What you will do —
I'd like every entry returned exactly as it is, with the images left out.

Listed entries —
○ ○ ○ ○ ○ ○ ○

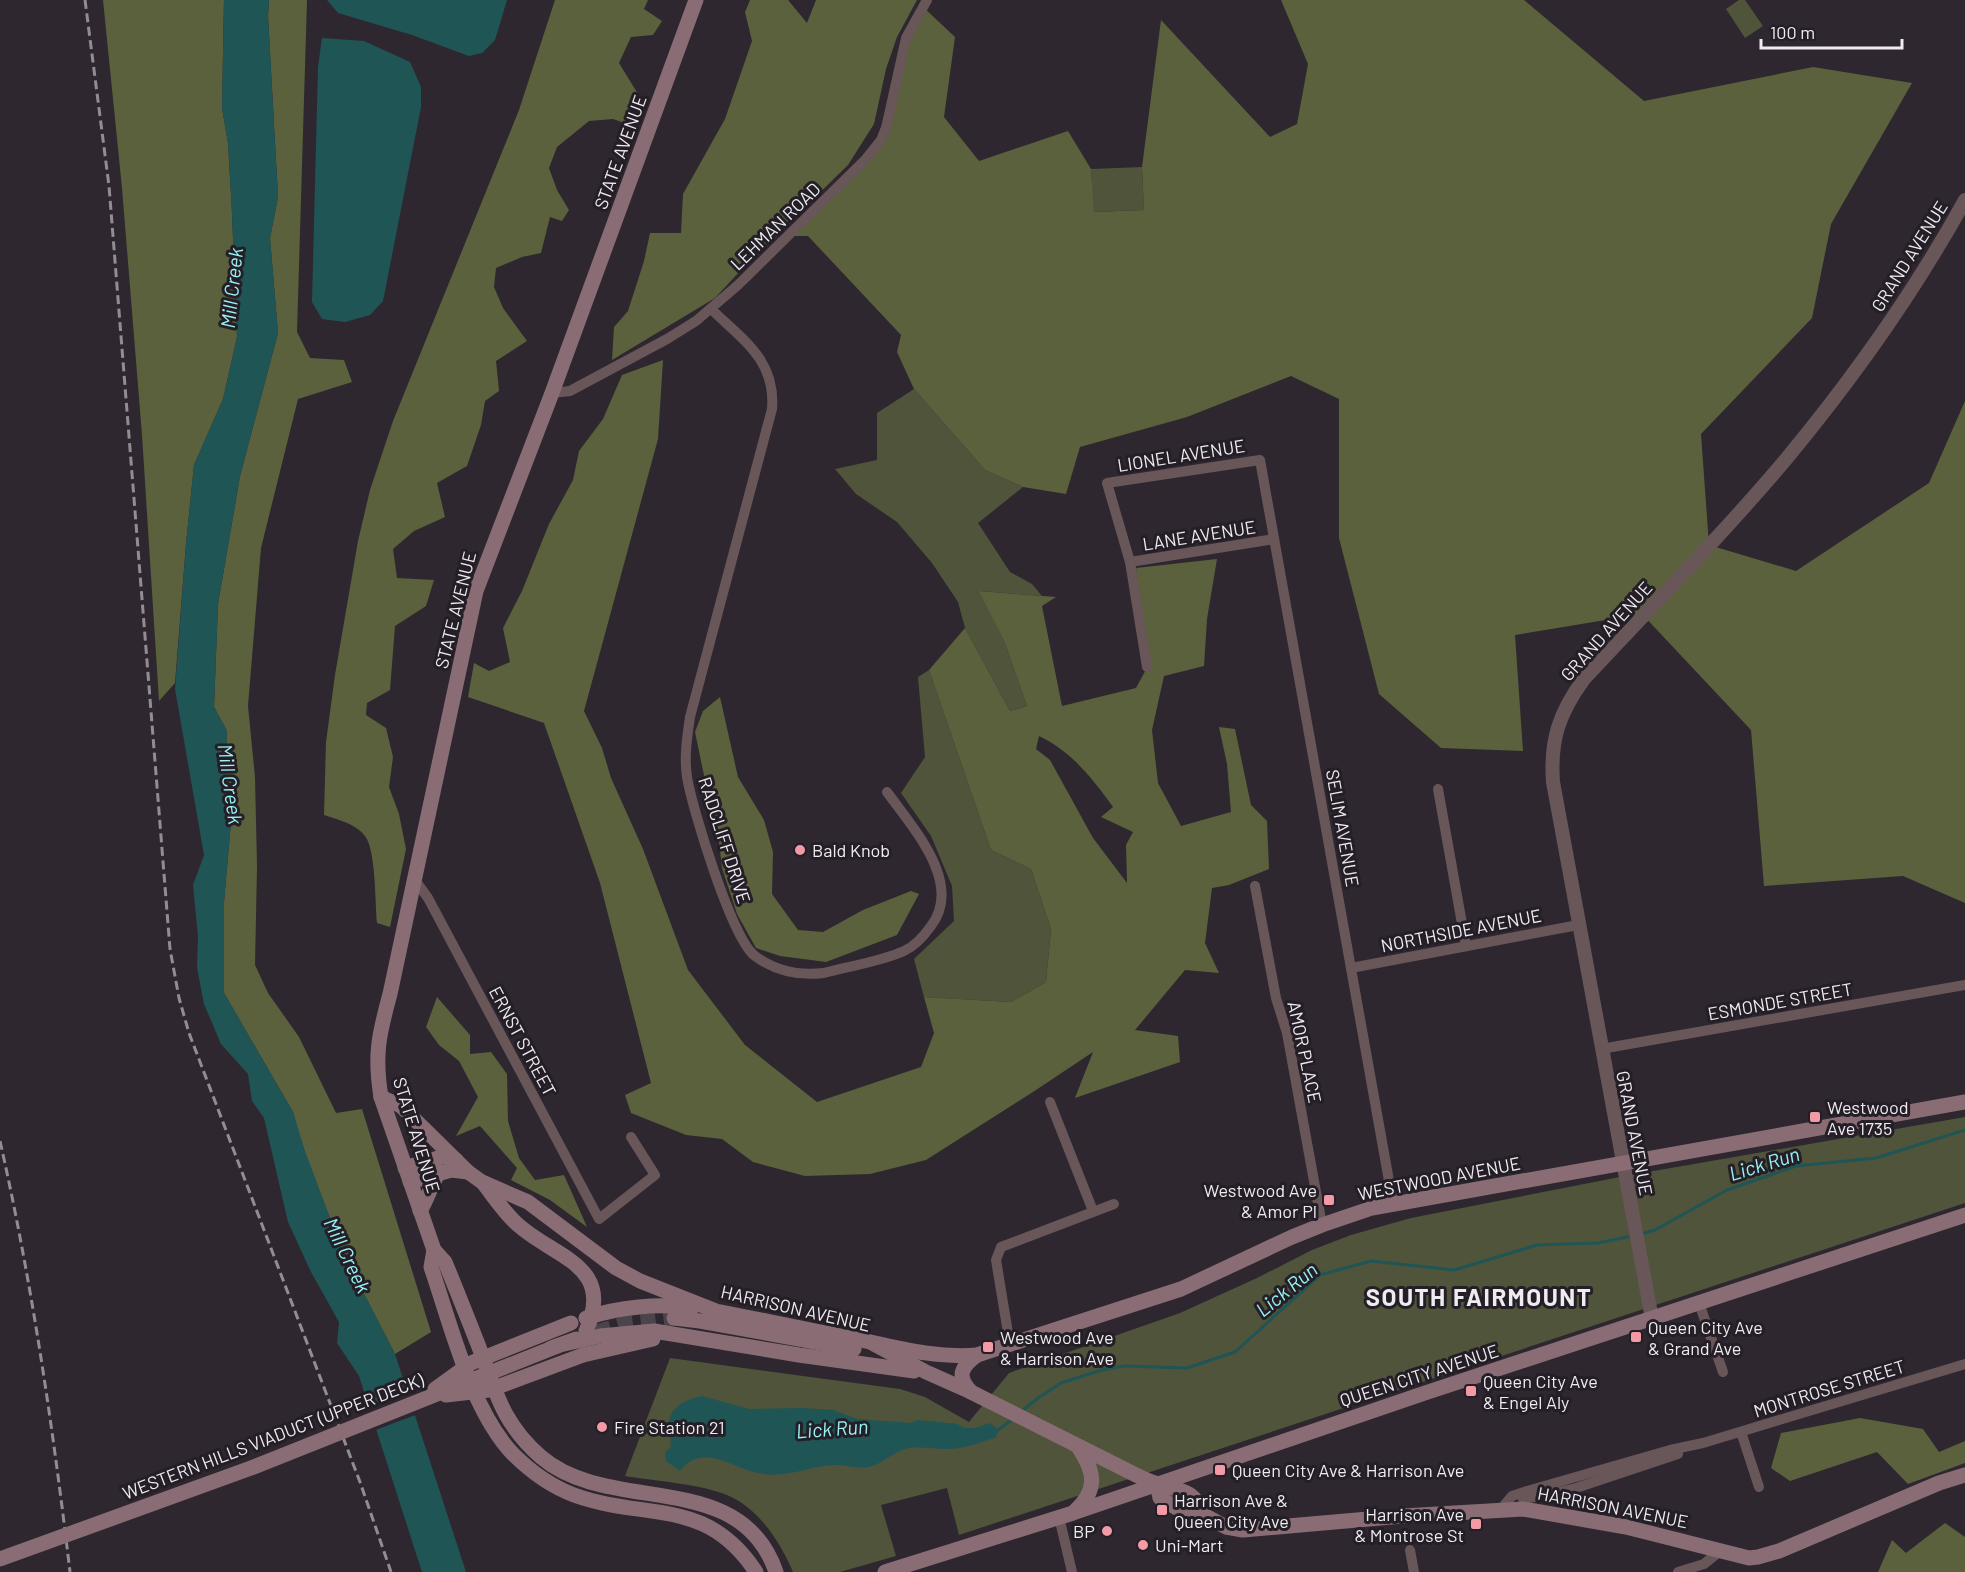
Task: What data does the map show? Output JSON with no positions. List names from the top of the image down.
{
  "streets": {
    "main road": [
      "STATE AVENUE",
      "WESTWOOD AVENUE",
      "HARRISON AVENUE",
      "QUEEN CITY AVENUE",
      "WESTERN HILLS VIADUCT (UPPER DECK)"
    ],
    "street": [
      "LEHMAN ROAD",
      "GRAND AVENUE",
      "LIONEL AVENUE",
      "LANE AVENUE",
      "SELIM AVENUE",
      "RADCLIFF DRIVE",
      "NORTHSIDE AVENUE",
      "ESMONDE STREET",
      "ERNST STREET",
      "AMOR PLACE",
      "MONTROSE STREET"
    ]
  },
  "crossings": [
    ["STATE AVENUE", "LEHMAN ROAD"],
    ["STATE AVENUE", "ERNST STREET"],
    ["STATE AVENUE", "HARRISON AVENUE"],
    ["LEHMAN ROAD", "RADCLIFF DRIVE"],
    ["GRAND AVENUE", "NORTHSIDE AVENUE"],
    ["GRAND AVENUE", "ESMONDE STREET"],
    ["GRAND AVENUE", "WESTWOOD AVENUE"],
    ["GRAND AVENUE", "QUEEN CITY AVENUE"],
    ["LIONEL AVENUE", "LANE AVENUE"],
    ["LIONEL AVENUE", "SELIM AVENUE"],
    ["LANE AVENUE", "SELIM AVENUE"],
    ["SELIM AVENUE", "NORTHSIDE AVENUE"],
    ["SELIM AVENUE", "WESTWOOD AVENUE"],
    ["AMOR PLACE", "WESTWOOD AVENUE"],
    ["WESTWOOD AVENUE", "HARRISON AVENUE"],
    ["HARRISON AVENUE", "QUEEN CITY AVENUE"],
    ["HARRISON AVENUE", "MONTROSE STREET"],
    ["HARRISON AVENUE", "WESTERN HILLS VIADUCT (UPPER DECK)"]
  ],
  "districts": ["SOUTH FAIRMOUNT"],
  "water": ["Mill Creek", "Lick Run"],
  "places": {
    "other": [
      "Bald Knob",
      "Fire Station 21",
      "BP",
      "Uni-Mart"
    ],
    "transit": [
      "Westwood Ave 1735",
      "Westwood Ave & Amor Pl",
      "Queen City Ave & Grand Ave",
      "Westwood Ave & Harrison Ave",
      "Queen City Ave & Engel Aly",
      "Queen City Ave & Harrison Ave",
      "Harrison Ave & Queen City Ave",
      "Harrison Ave & Montrose St"
    ]
  },
  "scale_bar": "100 m"
}
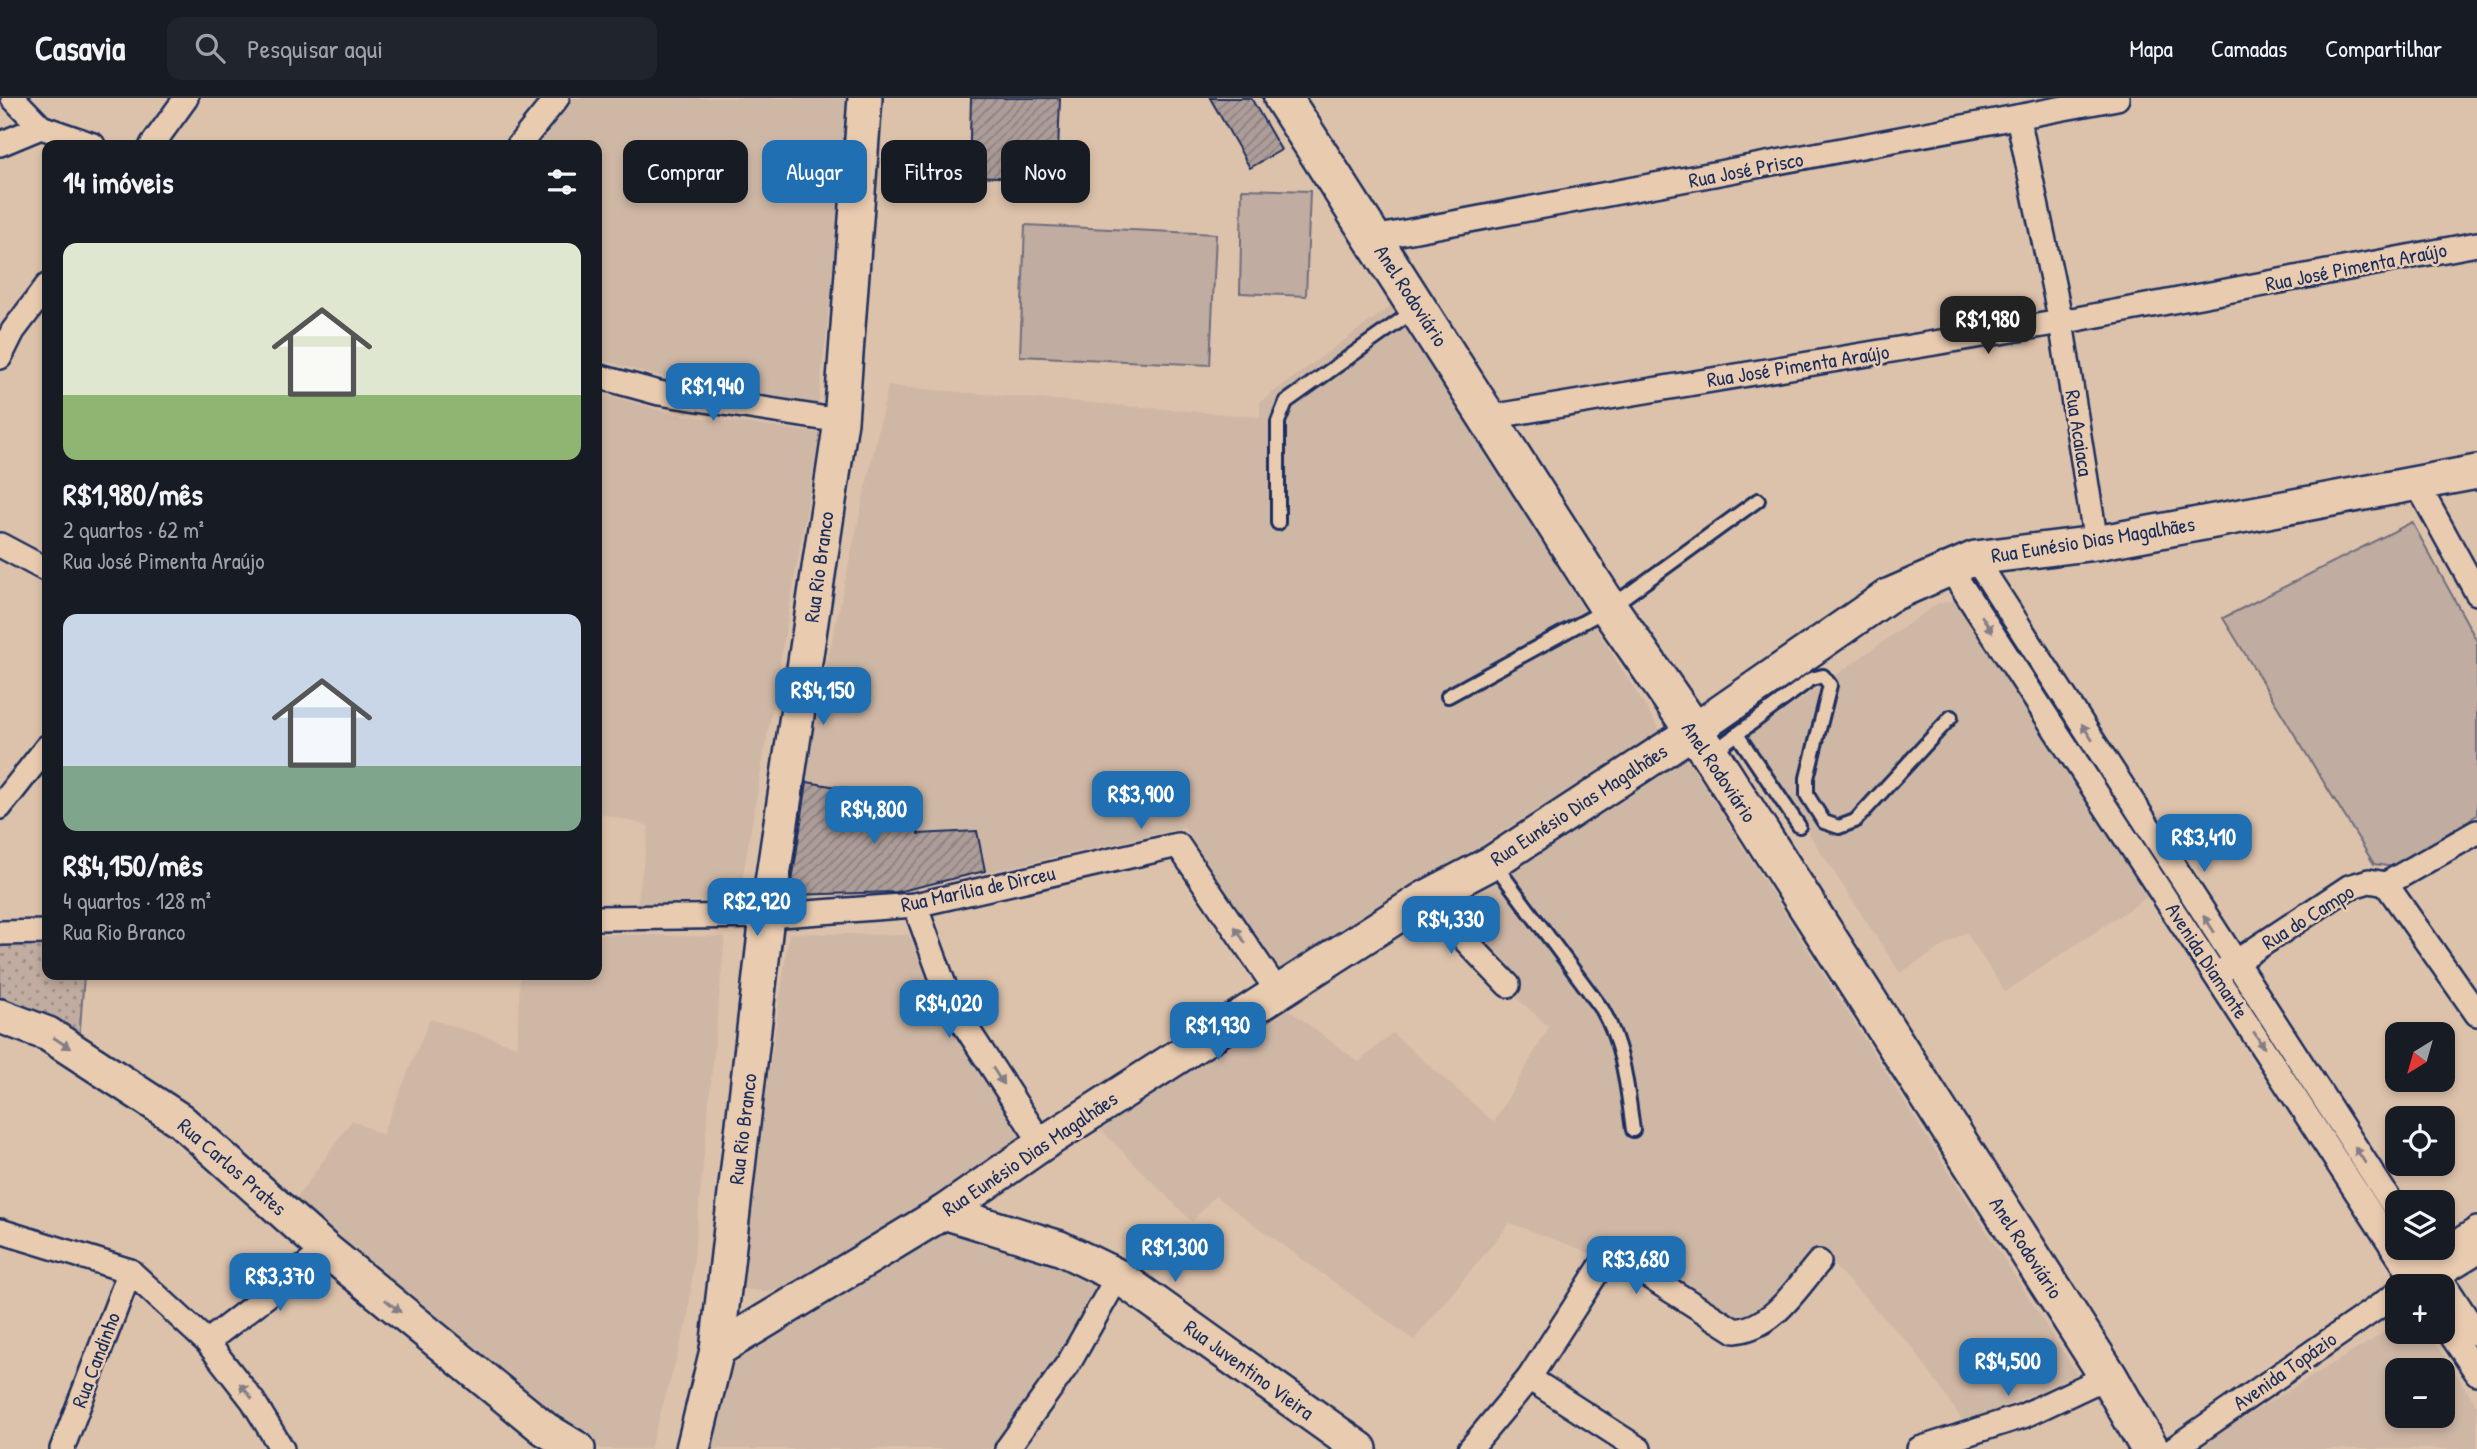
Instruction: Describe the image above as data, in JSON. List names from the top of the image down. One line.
{"streets":{"main road":["Anel Rodoviário","Rua Eunésio Dias Magalhães","Rua Rio Branco","Rua Carlos Prates","Rua Juventino Vieira"],"street":["Rua José Prisco","Rua José Pimenta Araújo","Rua Acaiaca","Rua Marília de Dirceu","Rua do Campo","Avenida Diamante","Rua Candinho","Avenida Topázio"]},"crossings":[["Rua José Prisco","Anel Rodoviário"],["Rua José Prisco","Rua Acaiaca"],["Rua José Pimenta Araújo","Anel Rodoviário"],["Rua José Pimenta Araújo","Rua Acaiaca"],["Anel Rodoviário","Rua Eunésio Dias Magalhães"],["Rua Acaiaca","Rua Eunésio Dias Magalhães"],["Rua Eunésio Dias Magalhães","Rua Rio Branco"],["Rua Eunésio Dias Magalhães","Rua Marília de Dirceu"],["Rua Eunésio Dias Magalhães","Avenida Diamante"],["Rua Eunésio Dias Magalhães","Rua Juventino Vieira"],["Rua Rio Branco","Rua Marília de Dirceu"],["Rua do Campo","Avenida Diamante"]],"one_way":["Rua Marília de Dirceu","Rua Carlos Prates"],"north":"bottom left","page":{"header":"Casavia","search":"Pesquisar aqui","nav":["Mapa","Camadas","Compartilhar"],"chip":["Comprar","Alugar","Filtros","Novo"],"heading":"14 imóveis","list":[{"name":"R$1,980/mês","note":"2 quartos · 62 m² · Rua José Pimenta Araújo"},{"name":"R$4,150/mês","note":"4 quartos · 128 m² · Rua Rio Branco"}],"price":["R$1,980","R$1,940","R$4,150","R$3,900","R$4,800","R$3,410","R$2,920","R$4,330","R$4,020","R$1,930","R$1,300","R$3,680","R$3,370","R$4,500"],"map_buttons":["+","−"]}}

○ ○ ○ ○ ○ ○ ○

Result for this task —
Task: What data does the map show? Output JSON with no positions. List names from the top of the image down.
{
  "streets": {
    "main road": [
      "STATE AVENUE",
      "WESTWOOD AVENUE",
      "HARRISON AVENUE",
      "QUEEN CITY AVENUE",
      "WESTERN HILLS VIADUCT (UPPER DECK)"
    ],
    "street": [
      "LEHMAN ROAD",
      "GRAND AVENUE",
      "LIONEL AVENUE",
      "LANE AVENUE",
      "SELIM AVENUE",
      "RADCLIFF DRIVE",
      "NORTHSIDE AVENUE",
      "ESMONDE STREET",
      "ERNST STREET",
      "AMOR PLACE",
      "MONTROSE STREET"
    ]
  },
  "crossings": [
    ["STATE AVENUE", "LEHMAN ROAD"],
    ["STATE AVENUE", "ERNST STREET"],
    ["STATE AVENUE", "HARRISON AVENUE"],
    ["LEHMAN ROAD", "RADCLIFF DRIVE"],
    ["GRAND AVENUE", "NORTHSIDE AVENUE"],
    ["GRAND AVENUE", "ESMONDE STREET"],
    ["GRAND AVENUE", "WESTWOOD AVENUE"],
    ["GRAND AVENUE", "QUEEN CITY AVENUE"],
    ["LIONEL AVENUE", "LANE AVENUE"],
    ["LIONEL AVENUE", "SELIM AVENUE"],
    ["LANE AVENUE", "SELIM AVENUE"],
    ["SELIM AVENUE", "NORTHSIDE AVENUE"],
    ["SELIM AVENUE", "WESTWOOD AVENUE"],
    ["AMOR PLACE", "WESTWOOD AVENUE"],
    ["WESTWOOD AVENUE", "HARRISON AVENUE"],
    ["HARRISON AVENUE", "QUEEN CITY AVENUE"],
    ["HARRISON AVENUE", "MONTROSE STREET"],
    ["HARRISON AVENUE", "WESTERN HILLS VIADUCT (UPPER DECK)"]
  ],
  "districts": ["SOUTH FAIRMOUNT"],
  "water": ["Mill Creek", "Lick Run"],
  "places": {
    "other": [
      "Bald Knob",
      "Fire Station 21",
      "BP",
      "Uni-Mart"
    ],
    "transit": [
      "Westwood Ave 1735",
      "Westwood Ave & Amor Pl",
      "Queen City Ave & Grand Ave",
      "Westwood Ave & Harrison Ave",
      "Queen City Ave & Engel Aly",
      "Queen City Ave & Harrison Ave",
      "Harrison Ave & Queen City Ave",
      "Harrison Ave & Montrose St"
    ]
  },
  "scale_bar": "100 m"
}
Instruction: Describe the image above as data, in JSON. List names from the top of the image down. One line.
{"streets":{"main road":["Anel Rodoviário","Rua Eunésio Dias Magalhães","Rua Rio Branco","Rua Carlos Prates","Rua Juventino Vieira"],"street":["Rua José Prisco","Rua José Pimenta Araújo","Rua Acaiaca","Rua Marília de Dirceu","Rua do Campo","Avenida Diamante","Rua Candinho","Avenida Topázio"]},"crossings":[["Rua José Prisco","Anel Rodoviário"],["Rua José Prisco","Rua Acaiaca"],["Rua José Pimenta Araújo","Anel Rodoviário"],["Rua José Pimenta Araújo","Rua Acaiaca"],["Anel Rodoviário","Rua Eunésio Dias Magalhães"],["Rua Acaiaca","Rua Eunésio Dias Magalhães"],["Rua Eunésio Dias Magalhães","Rua Rio Branco"],["Rua Eunésio Dias Magalhães","Rua Marília de Dirceu"],["Rua Eunésio Dias Magalhães","Avenida Diamante"],["Rua Eunésio Dias Magalhães","Rua Juventino Vieira"],["Rua Rio Branco","Rua Marília de Dirceu"],["Rua do Campo","Avenida Diamante"]],"one_way":["Rua Marília de Dirceu","Rua Carlos Prates"],"north":"bottom left","page":{"header":"Casavia","search":"Pesquisar aqui","nav":["Mapa","Camadas","Compartilhar"],"chip":["Comprar","Alugar","Filtros","Novo"],"heading":"14 imóveis","list":[{"name":"R$1,980/mês","note":"2 quartos · 62 m² · Rua José Pimenta Araújo"},{"name":"R$4,150/mês","note":"4 quartos · 128 m² · Rua Rio Branco"}],"price":["R$1,980","R$1,940","R$4,150","R$3,900","R$4,800","R$3,410","R$2,920","R$4,330","R$4,020","R$1,930","R$1,300","R$3,680","R$3,370","R$4,500"],"map_buttons":["+","−"]}}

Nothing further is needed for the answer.